After discharge, the patients were followed up in the clinic at 1, 2, 3, and 4 weeks and 2, 3, 6, 9, and 12 months after the procedure. Patients were followed up for at least 1 year after the ablation for PAF. The primary outcome of the study was the change in LA function as evaluated by real-time echocardiographic examination. Moreover, we evaluated the influence of different ablation strategies on markers of myocardial injury (creatine kinase [CK], creatine kinase-MB [CKMB], and troponin I) and systematic inflammation (high-sensitive C reactive protein, hs-CRP) within 1 month after the procedures. In addition, the influence of different treatment strategies on the recurrence of atrial tachyarrhythmia (ATA) during follow-up was also explored in PAF patients in each group. Recurrent arrhythmia was defined as any ATA lasting for at least 30 s.

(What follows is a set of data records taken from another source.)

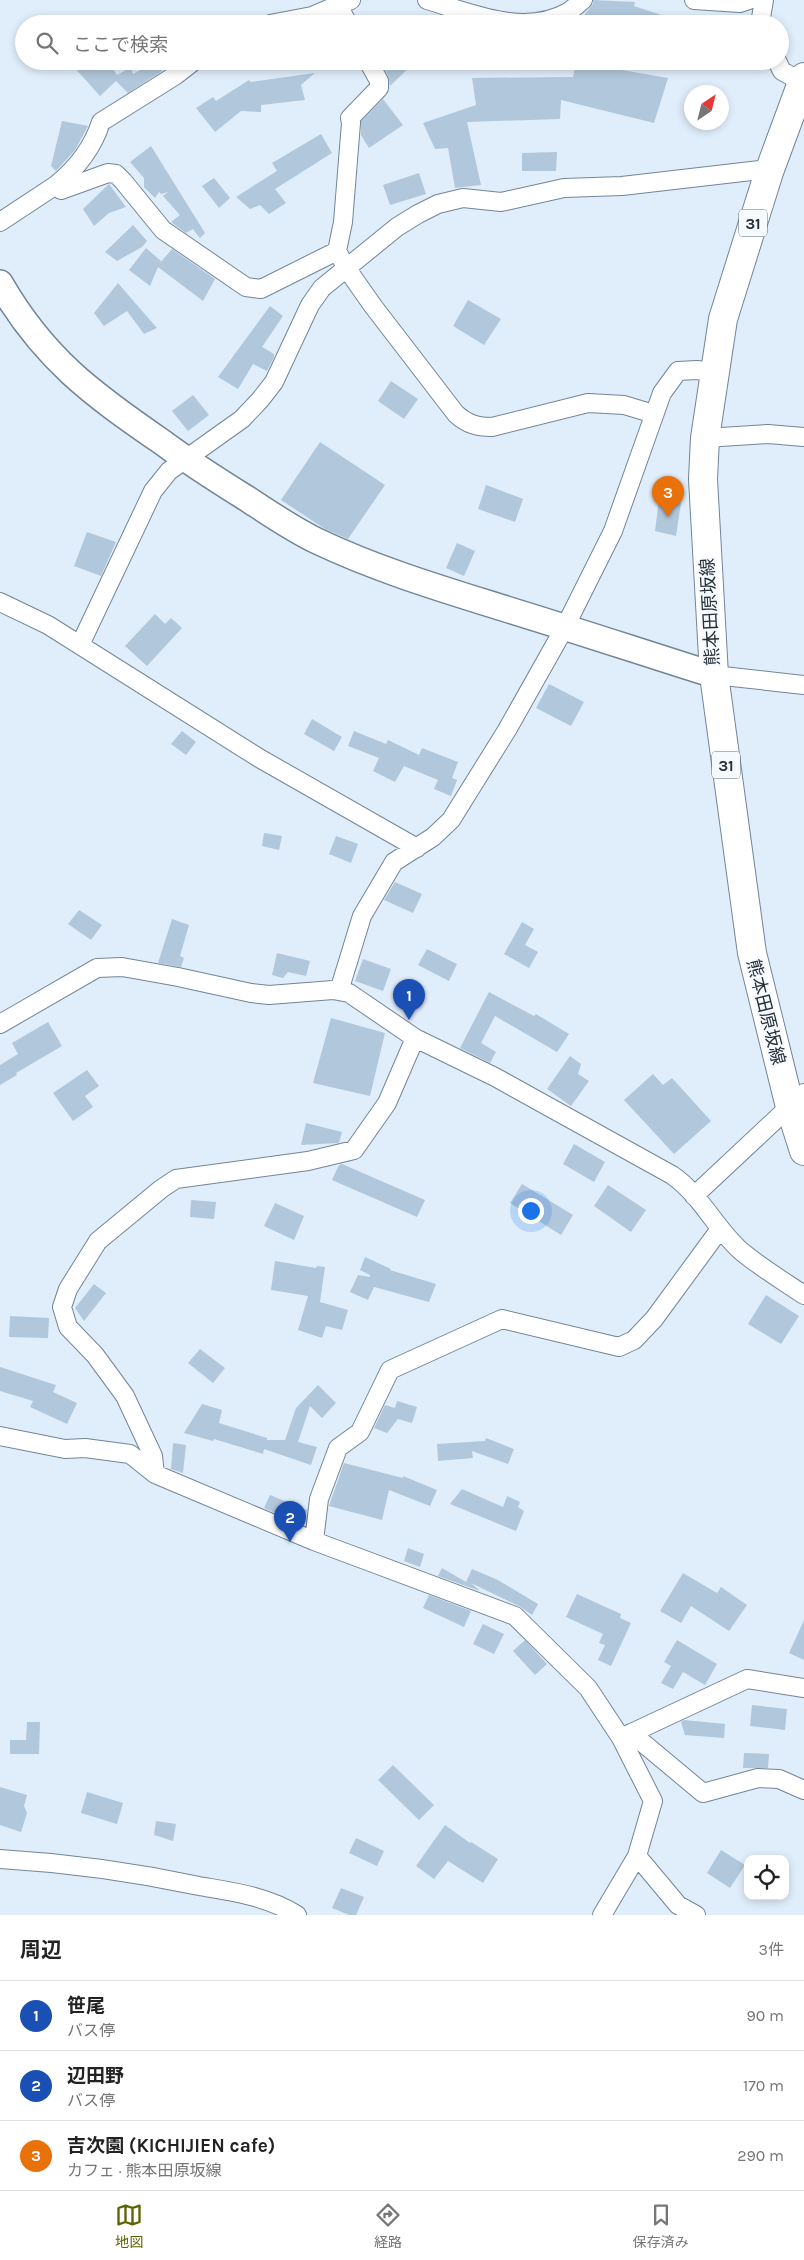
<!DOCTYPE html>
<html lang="ja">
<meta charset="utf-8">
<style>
:root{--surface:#fff;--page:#f2f2f2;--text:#222;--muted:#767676;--line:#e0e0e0;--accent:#5c6300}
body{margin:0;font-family:Karla,"Noto Sans JP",sans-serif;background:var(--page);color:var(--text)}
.controls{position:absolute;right:15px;bottom:15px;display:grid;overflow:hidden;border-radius:10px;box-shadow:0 2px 8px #0003}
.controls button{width:45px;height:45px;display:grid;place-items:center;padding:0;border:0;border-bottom:1px solid var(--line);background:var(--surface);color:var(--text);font:25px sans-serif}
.compass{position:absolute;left:684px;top:85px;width:45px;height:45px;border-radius:50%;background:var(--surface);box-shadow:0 2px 8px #0003;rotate:35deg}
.you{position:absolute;left:530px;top:1210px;width:18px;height:18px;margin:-12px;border:4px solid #fff;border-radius:50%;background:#1a73e8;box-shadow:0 0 0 8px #1a73e833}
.badge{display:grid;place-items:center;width:32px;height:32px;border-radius:50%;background:var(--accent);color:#fff;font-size:16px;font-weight:700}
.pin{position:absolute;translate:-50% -41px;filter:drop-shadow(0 1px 2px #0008)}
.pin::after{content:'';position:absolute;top:26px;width:18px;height:15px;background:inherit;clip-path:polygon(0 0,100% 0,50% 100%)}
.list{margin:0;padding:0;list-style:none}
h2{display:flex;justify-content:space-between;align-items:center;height:65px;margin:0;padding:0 20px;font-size:21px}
h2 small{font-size:16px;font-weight:400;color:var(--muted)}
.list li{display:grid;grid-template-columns:32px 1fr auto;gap:15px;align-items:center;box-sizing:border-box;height:70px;padding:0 20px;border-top:1px solid var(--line)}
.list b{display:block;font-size:19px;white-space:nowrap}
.list p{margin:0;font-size:16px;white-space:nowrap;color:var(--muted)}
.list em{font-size:16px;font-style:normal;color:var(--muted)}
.icon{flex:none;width:28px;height:28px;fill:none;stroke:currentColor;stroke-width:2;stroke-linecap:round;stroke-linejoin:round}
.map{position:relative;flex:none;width:804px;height:1915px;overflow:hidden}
.search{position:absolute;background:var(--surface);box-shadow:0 2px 8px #0003;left:15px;right:15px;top:15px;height:55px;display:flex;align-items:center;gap:12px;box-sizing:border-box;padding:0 18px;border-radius:28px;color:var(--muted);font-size:19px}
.sheet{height:275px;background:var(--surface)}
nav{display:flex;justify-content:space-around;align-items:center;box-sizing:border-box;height:70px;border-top:1px solid var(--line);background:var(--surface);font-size:14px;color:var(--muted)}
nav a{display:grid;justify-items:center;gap:2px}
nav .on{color:var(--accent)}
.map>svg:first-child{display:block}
</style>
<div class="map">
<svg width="804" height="1915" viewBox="0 0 804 1915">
<rect width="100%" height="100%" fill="#e0eefb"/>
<path fill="#b1c7dc" d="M593,0l42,2 -1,4 46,15v3h-103l16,-20z
M81,61h27l9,14 14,-8 2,7 23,-13 6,10 -34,22 -12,-12 -16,15 -26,-29z
M380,61h36l-26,25 -2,-10z
M576,62l92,16 -14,45 -93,-23 -1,19 -93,3 14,63 -26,3 -7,-40 -13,1 -12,-26 53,-18 -4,-27 101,-1z
M315,73l-14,12 4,15 -44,5v7l-20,-1 -26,21 -19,-24 17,-11 3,4 33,-21 2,2z
M383,99l20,26 -34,23 -8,-13v-14z
M62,121l26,5 -13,24 -19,21 -5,-5z
M321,134l11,19 -57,36 11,14 -17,11 -9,-9 -10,4 -14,-12 41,-26 -5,-8z
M151,146l54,87 -5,5 -7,-9 -7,4 -15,-11 9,-7 -17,-19 5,-4 -7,2 -2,-2 -4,6 -11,-11v-9l-14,-16z
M557,152l-1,19h-34v-18z
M419,173l7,21 -36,11 -7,-20z
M214,178l16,20 -11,10 -17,-22z
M109,184l17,23 -17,6 -15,13 -11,-17z
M133,225l14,16 -5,6 -25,14 -12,-9z
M146,248l15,13 -1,2 12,-14 43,30 -12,22 -45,-34 -8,19 -21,-16z
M118,283l18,21 21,24 -13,6 -17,-23 -23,15 -10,-13z
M468,300l33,19 -17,26 -31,-19z
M270,306l13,10 -21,31 12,7v3l-7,14 -14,-7 -15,25 -20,-12z
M391,381l27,18 -14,20 -26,-18z
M193,395l16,20 -21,16 -16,-20z
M320,442l65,43 -37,54 -23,-10 -44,-29z
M486,485l37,14 -8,23 -37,-13z
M659,499l22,4 -5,33 -21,-5z
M87,532l29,10 -15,34 -27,-10z
M457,543l18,8 -11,25 -18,-8z
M155,614l10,10 6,-6 11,10 -35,38 -22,-20z
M549,684l35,18 -13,24 -35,-18z
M312,719l30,18 -8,14 -30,-17z
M182,731l14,11 -10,13 -15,-11z
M354,731l32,13 2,-4 31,15 3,-7 36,14 -6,16 5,2 -6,16 -17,-7 4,-9 -34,-14 -9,16 -22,-11 6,-13 -31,-12z
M264,833l18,3 -3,14 -17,-4z
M336,836l22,8 -7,19 -22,-9z
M395,882l27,12 -9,19 -29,-13z
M79,910l23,15 -11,15 -23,-16z
M172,919l17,6 -9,31 4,2 -3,9 -23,-4z
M522,922l12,7 -9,16 13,7 -9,16 -25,-14z
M427,949l30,15 -8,17 -31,-16z
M277,953l33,8 -4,15 -18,-4 -5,6 -11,-3z
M363,959l28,10 -8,22 -28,-10z
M489,992l45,24 2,-2 33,20 -12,18 -62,-36 -14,27 15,9 -6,11 -30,-15z
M331,1018l54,15 -15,63 -57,-13z
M48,1022l14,24 -46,27 1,2 -17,10v-20l18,-11 -6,-11z
M570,1056l11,8 -3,10 11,7 -18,25 -24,-17z
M87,1070l12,16 -14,10 8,11 -20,14 -20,-28z
M653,1074l10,11 9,-7 39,43 -37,33 -50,-54z
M306,1123l36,9 -3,11 -38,2z
M574,1144l31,18 -11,20 -31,-18z
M342,1164l83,36 -8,17 -85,-37 7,-15z
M522,1184l51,31 -12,20 -51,-32z
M608,1185l38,25 -15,22 -37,-26z
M191,1200l25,2 -2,17 -24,-2z
M275,1203l29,13 -10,24 -30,-14z
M365,1257l26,12 -1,1 46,14 -7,18 -55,-15 -6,13 -18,-8 8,-17 12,2v-2l-10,-5z
M275,1261l41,7 1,-2 8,1 -5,35 28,8 -6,20 -16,-4 -4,12 -24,-8 10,-34 -37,-6z
M94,1284l12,9 -22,28 -9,-13z
M766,1295l33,21 -18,28 -33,-20z
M10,1316l39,2 -1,20 -39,-1z
M200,1349l25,19 -12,15 -25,-20z
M0,1367l56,18 -3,7 24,11 -10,21 -37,-17 3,-6 -33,-10z
M318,1385l18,18 -14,15 -12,-12 -12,36 19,5 -6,18 -47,-16 -1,5 -49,-15 -1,2 -29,-8 18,-29 20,6 -3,13 48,15v2h18l11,-32z
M397,1401l20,6 -5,16 -14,-4 -11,14 -13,-5 11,-23 10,3z
M486,1438l28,11 -6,15 -36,-13 1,7 -35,3 -1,-17 48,-3z
M173,1443l13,2 -3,28 -12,-4z
M344,1463l59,15v-2l34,14 -7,16 -41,-16 -7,30 -53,-14z
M462,1489l41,18 4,-11 13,6 -2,5 6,4 -8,20 -66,-27z
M270,1495l37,15 -4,15 -39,-17z
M408,1548l16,6 -4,13 -16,-6z
M442,1568l24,14 6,-13 26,11 40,24 -6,11 -13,-9 -48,-23 9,8 -42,-15z
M683,1573l34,20 4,-6 26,18 -18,26 -38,-25 -10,17 -21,-12z
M577,1594l44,20 -1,4 11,5 -20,43 -13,-6 7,-15 -6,-2 4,-9 -37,-17z
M429,1595l42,16 -7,16 -41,-19z
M804,1620v40l-15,-7z
M483,1624l21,10 -10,20 -21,-10z
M525,1640l22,24 -12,11 -22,-24z
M677,1640l40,24 -12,21 -22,-13 -10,17 -12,-6 10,-17 -7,-4z
M752,1705l35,4 -2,21 -35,-4z
M684,1720l41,4 -1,14 -39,-3 -4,-13z
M27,1722h13l-1,32h-29v-14h16z
M744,1753l25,1 -1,14h-25z
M393,1765l41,40 -15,15 -41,-40z
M0,1787l27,8 -3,11 3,7 -6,19 -21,-7z
M87,1792l36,11 -6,21 -36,-11z
M156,1821l20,3 -3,17 -19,-6z
M445,1825l25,18 1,-1 27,17 -15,24 -35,-22 -14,18 -18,-13z
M356,1838l28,13 -7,15 -28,-13z
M721,1850l24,15 -15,23 -23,-15z
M341,1888l23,9 -8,18h-7l-17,-7z"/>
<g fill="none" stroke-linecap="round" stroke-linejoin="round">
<g stroke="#718599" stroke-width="20">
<path id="street" d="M427,0c44,13 97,37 141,12 5,-3 10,-8 15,-12
M694,0l46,3 9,-3
M270,24l42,-8 26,-11
M348,24l-10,-19 13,-5
M760,24l4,-24
M368,61l11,20v7l-29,30 1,5 -8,99 -6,29 10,18 26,37 83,108c11,10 21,13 36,13l96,-24 36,2 30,9
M777,61l5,10 20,11
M56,185c21,-17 37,-38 45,-63l75,-47 18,-14
M0,222l56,-37 5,5 47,-17 8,1 7,7 40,49 83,57 15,2 76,-38
M705,438l63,-4 36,3
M0,602l48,23 211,133 158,90
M80,645l73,-154 16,-20 73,-52 18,-19 14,-18 36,-77 12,-17 75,-61 21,-13 20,-10 25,-6 38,4 63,-14 58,-2 138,-16 9,2
M714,675l90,10
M339,991l23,-75 32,-54 39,-25 18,-17 56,-90 58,-103 48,-96 49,-138 16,-22 19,-1 16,2
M0,1024l97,-56 25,-1 56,10 73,16 18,2 64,-5 16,3 66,45 80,39 177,98c29,20 43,53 69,76 19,16 42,30 63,44
M694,1196l110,-103
M0,1436l65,13 20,-1 45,6 25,20 159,67 201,75 73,72 33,50 32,63 -16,55 -35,59
M155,1474l-2,-18 -28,-60 -30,-41 -27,-28 -6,-20 6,-18 30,-48 63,-52 15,-10 132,-18 46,-11 33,-47 28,-65
M314,1541l5,-42 19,-51 22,-16 30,-62 112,-51 117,28 15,-7 20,-21 66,-90
M631,1733l72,60 55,-15 21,1 25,11
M623,1737l124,-58 57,9
M637,1856l41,49 18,10
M0,1859c67,4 133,13 199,27 34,6 68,10 98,29"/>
</g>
<g stroke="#718599" stroke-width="28">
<path id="secondary" d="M0,283c43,75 92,111 162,159 27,20 55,38 84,56 23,15 46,31 71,43 61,29 125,48 189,68 69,21 138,44 208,66"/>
</g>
<g stroke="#718599" stroke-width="30">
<path id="primary" d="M804,77l-35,95 -46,147 -18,119 -2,41 11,196 38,278 38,154 14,44"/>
</g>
<use href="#street" stroke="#fff" stroke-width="18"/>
<use href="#secondary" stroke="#fff" stroke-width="25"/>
<use href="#primary" stroke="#fff" stroke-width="28"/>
</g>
<g text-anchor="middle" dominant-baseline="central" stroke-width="4.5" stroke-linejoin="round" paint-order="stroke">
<g fill="#f5fafe" stroke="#656c73" stroke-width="1">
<rect x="739" y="209.5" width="28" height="27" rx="4"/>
<rect x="712" y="751.5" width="28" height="27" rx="4"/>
</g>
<g font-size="16" font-weight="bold" fill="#272f37">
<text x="753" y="223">31</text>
<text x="726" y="765">31</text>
</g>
<g font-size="18" fill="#272f37" stroke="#f5fafe">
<text transform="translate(710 612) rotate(-93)">熊本田原坂線</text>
<text transform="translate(766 1012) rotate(76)">熊本田原坂線</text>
</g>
</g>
</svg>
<div class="controls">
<button><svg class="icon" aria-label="locate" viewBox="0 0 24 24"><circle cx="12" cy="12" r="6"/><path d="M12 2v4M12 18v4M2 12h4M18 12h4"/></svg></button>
</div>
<svg class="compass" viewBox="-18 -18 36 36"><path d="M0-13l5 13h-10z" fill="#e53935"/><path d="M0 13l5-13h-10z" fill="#767676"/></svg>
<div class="you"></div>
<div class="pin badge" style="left:409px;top:1020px;background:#1a4fb4">1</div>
<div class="pin badge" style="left:290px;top:1542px;background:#1a4fb4">2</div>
<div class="pin badge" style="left:668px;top:517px;background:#e8710a">3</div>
<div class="search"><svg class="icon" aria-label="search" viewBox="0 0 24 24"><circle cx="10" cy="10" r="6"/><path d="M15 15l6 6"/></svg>ここで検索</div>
</div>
<section class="sheet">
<h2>周辺<small>3件</small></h2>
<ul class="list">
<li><span class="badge" style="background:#1a4fb4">1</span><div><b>笹尾</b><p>バス停</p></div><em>90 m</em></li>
<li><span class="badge" style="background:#1a4fb4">2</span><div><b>辺田野</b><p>バス停</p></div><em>170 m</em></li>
<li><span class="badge" style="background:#e8710a">3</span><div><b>吉次園 (KICHIJIEN cafe)</b><p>カフェ · 熊本田原坂線</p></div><em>290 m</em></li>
</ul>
</section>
<nav>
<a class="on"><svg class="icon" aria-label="map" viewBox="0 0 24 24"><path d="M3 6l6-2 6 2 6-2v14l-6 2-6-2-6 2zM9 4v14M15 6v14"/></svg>地図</a>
<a><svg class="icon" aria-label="directions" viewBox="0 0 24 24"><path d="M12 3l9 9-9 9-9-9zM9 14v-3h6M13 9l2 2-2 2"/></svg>経路</a>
<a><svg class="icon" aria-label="saved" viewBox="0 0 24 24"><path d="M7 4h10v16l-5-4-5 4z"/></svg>保存済み</a>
</nav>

Echocardiographic examination

Echocardiographic examination was performed at baseline, at 1, 2, 3, and 4 weeks, and at 2, 3, 6, 9 and 12 months after PAF ablation using an echocardiographic system (iE33 machines equipped with X3; Philips Medical Systems, Eindhoven, The Netherlands). The echocardiographic examination was performed by one experienced physician who was not aware of the grouping of the patients. Briefly, both the early (E) and late (A) diastolic filling velocities were obtained using pulsed-wave Doppler at the mitral valve leaflet tips. In the apical four-chamber view, the maximal LA volume was measured at the end of the left ventricle (LV) systolic phase just before the opening of the mitral valve, while the minimal LA volume was measured at the end of the LV diastolic phase just after the closure of the mitral valve. Subsequently, the LA emptying fraction (LAEF) was calculated according to the following equation ([maximal LA volume − minimal LA volume]/ maximal LA volume) × 100. The LA maximum anteroposterior diameter was measured in the parasternal long-axis view, while the transverse and vertical diameters of the left atrium were measured in the apical four-chamber view.

Speckle tracking analyses

Subsequently, we analyzed the longitudinal LA strain using speckle tracking echocardiography (two-dimensional cardiac performance analysis; QLAB software; Philips Medical Systems). Briefly, strain data of the typical 12 LA segments (mid, annular, and superior segments along the lateral, septal, inferior, and anterior LA walls using apical four-chamber and two-chamber images) were averaged to estimate the global LA peak systolic strain (εP) during LV ejection (LA reservoir phase). The peak strain rate (SRP), the peak early diastolic strain rate (SRE), and the peak late diastolic strain rate (SRA) were measured during LV ejection, early diastole, and late diastole (occurring after the P wave), which indicate the LA reservoir, LA conduit phase, and LA active contraction phase, respectively.

Statistical analyses

A sample size of 35 in each of the six arms was found to be sufficient to detect a clinically relevant difference of 2 cm/s of peak A-wave velocity among the groups using a repeated measurements analysis of variance analysis with 95% power and a 5% level of significance. Therefore, a total of 210 patients were needed. Continuous variables are expressed as means ± standard deviations (SDs), and categorical variables are expressed as counts and percentages. Comparisons of continuous variables among the three groups were performed with analysis of variance (ANOVA), and for comparisons of categorical variables, chi-square analyses were applied. Mixed-effects models were constructed when comparing the effect of ablation strategy and time period. The ablation strategy was set to be a fixed effect, and the time period was set to be a random effect as the data were not collected at equal time intervals. For post-hoc analyses, Bonferroni and Dunnet adjustments were used as appropriate. A p value < 0.05 was considered statistically significant. SPSS software (version 13.0, Chicago, IL, USA) was used for statistical analyses.